Olentzero – an inseparable part of Basque Christmas Traditions
As you would expect even Basque Christmas traditions dig deep into their pagan past. Here, during the winter months, the flint-grey skies linger over the Baztan Valley while the ember-red autumn leaves burn out slowly and silently on the forest floor. Even the mighty autumn winds, which have hunters darting for their guns in October, have run out of breath and are too lazy to scatter the leaves in their wake. The mood is changing, winter is approaching, and its dark, steely, misty nights slowly throttle village after village in the Basque Pyrenees.
This is the time of dread, and the moment when Olentzero, the only survivor from the times of the giant Jentillak of Lesaka, comes down from the mountains. He is a man of strange appearance, his hair is wiry and straw-like, virtually fossilized under his Txapela (Basque beret). He has open, way-worn eyes and a straggly, unkempt beard. His face is haggard and tanned from its exposure to the charcoal he burns and his fingers are gnarled and knobbly. The Atorra (Basque shirt) he wears is musty and foul-smelling.
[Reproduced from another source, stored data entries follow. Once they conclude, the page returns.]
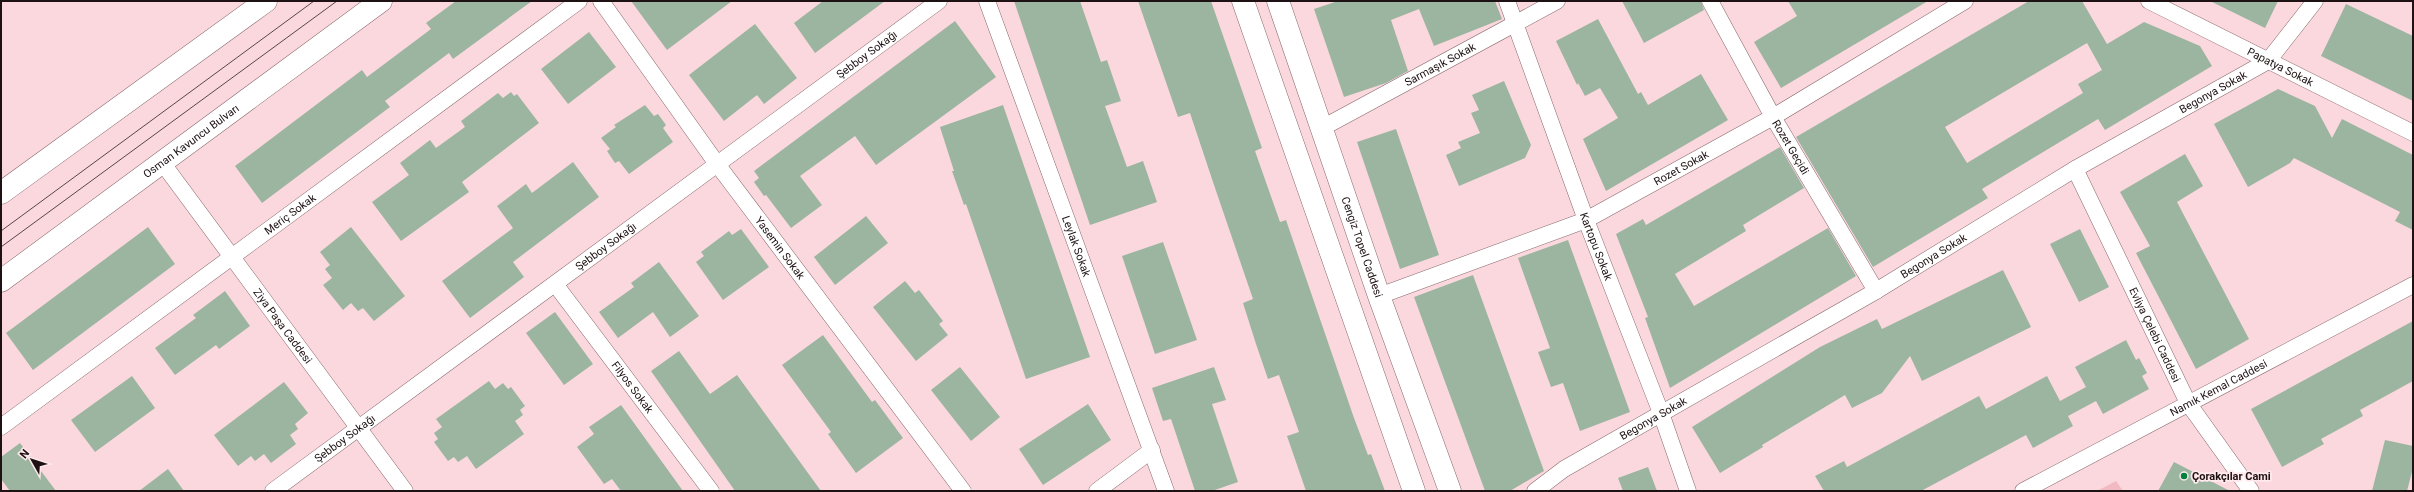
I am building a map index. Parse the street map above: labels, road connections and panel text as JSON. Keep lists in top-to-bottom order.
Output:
{
  "streets": {
    "main road": ["Osman Kavuncu Bulvarı", "Cengiz Topel Caddesi"],
    "street": [
      "Şebboy Sokağı",
      "Sarmaşık Sokak",
      "Papatya Sokak",
      "Begonya Sokak",
      "Rozet Geçidi",
      "Rozet Sokak",
      "Meriç Sokak",
      "Leylak Sokak",
      "Kartopu Sokak",
      "Yasemin Sokak",
      "Ziya Paşa Caddesi",
      "Evliya Çelebi Caddesi",
      "Filyos Sokak",
      "Namık Kemal Caddesi"
    ]
  },
  "crossings": [
    ["Şebboy Sokağı", "Yasemin Sokak"],
    ["Şebboy Sokağı", "Ziya Paşa Caddesi"],
    ["Şebboy Sokağı", "Filyos Sokak"],
    ["Sarmaşık Sokak", "Kartopu Sokak"],
    ["Sarmaşık Sokak", "Cengiz Topel Caddesi"],
    ["Papatya Sokak", "Begonya Sokak"],
    ["Begonya Sokak", "Rozet Geçidi"],
    ["Begonya Sokak", "Kartopu Sokak"],
    ["Begonya Sokak", "Evliya Çelebi Caddesi"],
    ["Osman Kavuncu Bulvarı", "Ziya Paşa Caddesi"],
    ["Rozet Geçidi", "Rozet Sokak"],
    ["Rozet Sokak", "Kartopu Sokak"],
    ["Rozet Sokak", "Cengiz Topel Caddesi"],
    ["Meriç Sokak", "Ziya Paşa Caddesi"],
    ["Evliya Çelebi Caddesi", "Namık Kemal Caddesi"]
  ],
  "places": ["Çorakçılar Cami"],
  "north": "top left"
}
Olentzero gets down from his Pottoka (semi-wild horses that roam the Basque mountains) and his Abarkak (shoes) crunch through the crisp leaves detonating tiny displays of fire-crackers at each step. Something special is about to begin the forest is crisp and tense.
As the story goes, Olentzero, the charcoal maker, used to tour the Basque villages with his sickle, beheading those who ate too much on Christmas Eve. (However, these gruesome acts seemed to do little to dampen his own appetite for food and drink for he was known, paradoxically, for his gluttony and drunken ways, feasting on rich meats and strong local liqueurs – usually Patxaran, the Basque liqueur made with sloe berries and aniseed).
With the Christianization of the Basque lands, Olentzero’s personality no longer fitted with Christian values and those personality traits considered too pagan were removed. Today’s Basque Christmas traditions portray Olentzero as a self-effacing and humble man with a kind and generous heart who carves wooden animals, toys and dolls. Once he has filled his big charcoal sack with toys he hikes down to the village in the valley to hand out the wooden figures amongst the children.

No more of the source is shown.